Eplontersen was not directly compared to the first-generation inotersen in this study, but differences in their mechanism of action might explain a low rate of adverse events and consistent efficacy for the newer agent. Like inotersen, eplontersen is an antisense oligonucleotide, but it employs novel ligand-conjugated technology. Conjugating N-acetyl galactosamine (GalNAc) to ASOs facilitates uptake by hepatocytes through asialoglycoprotein receptors. This is credited with improved targeting of the drug. An auto-injector facilitates self-administration and compared to inotersen, dosing intervals for eplontersen are much longer (every 4 weeks vs. weekly).

Challenges

The reduction in symptoms and improvement in quality of life over follow up that exceeds 1 year suggests that TTR gene silencer therapy alters the natural history of hATTR-PN. There are no direct comparisons between the TTR silencers, but the individual studies suggest they might not be comparable. All of the drugs have been effective relative to placebo but the delta in response as measured with mNIS+7 have varied, and the adverse event profiles differ.

Importantly, longer follow up is needed for all the available TTR silencer therapies to evaluate their potential to extend survival. A survival benefit might stem from relative inhibition of protein deposition across multiple organ systems not just from neuropathies. The first phase 3 study with a TTR silencer therapy in patients with ATTR-CM was recently completed with patisiran (APOLLO-B). It demonstrated preserved function at the end of 12 months.24 Results from a comparable trial with eplontersen (CARDIO-TTRansform) are expected soon.

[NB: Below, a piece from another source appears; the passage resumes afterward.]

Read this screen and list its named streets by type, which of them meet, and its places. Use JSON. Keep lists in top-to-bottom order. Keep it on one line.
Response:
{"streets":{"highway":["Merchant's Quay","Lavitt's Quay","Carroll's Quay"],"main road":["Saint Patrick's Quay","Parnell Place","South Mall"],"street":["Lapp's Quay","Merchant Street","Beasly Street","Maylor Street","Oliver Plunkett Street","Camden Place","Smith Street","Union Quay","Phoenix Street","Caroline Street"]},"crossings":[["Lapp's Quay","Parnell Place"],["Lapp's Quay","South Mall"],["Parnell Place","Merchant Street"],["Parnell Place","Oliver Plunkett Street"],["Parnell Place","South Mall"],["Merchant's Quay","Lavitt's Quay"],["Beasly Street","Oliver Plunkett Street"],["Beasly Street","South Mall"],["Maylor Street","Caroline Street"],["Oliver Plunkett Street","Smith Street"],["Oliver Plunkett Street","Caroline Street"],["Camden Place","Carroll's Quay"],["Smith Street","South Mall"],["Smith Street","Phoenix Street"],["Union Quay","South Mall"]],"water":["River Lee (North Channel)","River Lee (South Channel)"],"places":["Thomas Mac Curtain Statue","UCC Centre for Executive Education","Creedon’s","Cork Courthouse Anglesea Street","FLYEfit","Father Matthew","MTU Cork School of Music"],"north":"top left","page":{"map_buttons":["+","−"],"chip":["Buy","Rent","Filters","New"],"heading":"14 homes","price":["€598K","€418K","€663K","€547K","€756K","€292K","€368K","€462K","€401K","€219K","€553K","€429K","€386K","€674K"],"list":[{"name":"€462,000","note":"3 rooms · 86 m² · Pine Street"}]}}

Optimal benefit from TTR silencer therapy might depend on the initiation of treatment early in the disease, which, in turn, depends on earlier recognition of ATTR. Incremental gains, if any, from adding TTR stabilizers to TTR gene silencer therapy have not been explored.

Summary

Often associated with debilitating symptoms, hATTR-PN is a progressive and ultimately fatal disease if not controlled. An expanding list of TTR silencer therapies have been associated with an attenuation of disease progression and improvement in quality of life. The efficacy of eplontersen, the most recent of the TTR silencers for ATTR and the next generation in the ASO class, was established in the phase 3 NEURO-TTRansform trial. Self-administration by auto-injector with relatively long intervals between doses promises a convenient option. TTR silencer therapies have been a breakthrough for hATTR-PN and show promise for ATTR-CM. The extended follow-up studies will explore their ability to prevent damage across vulnerable organs and potentially extend survival.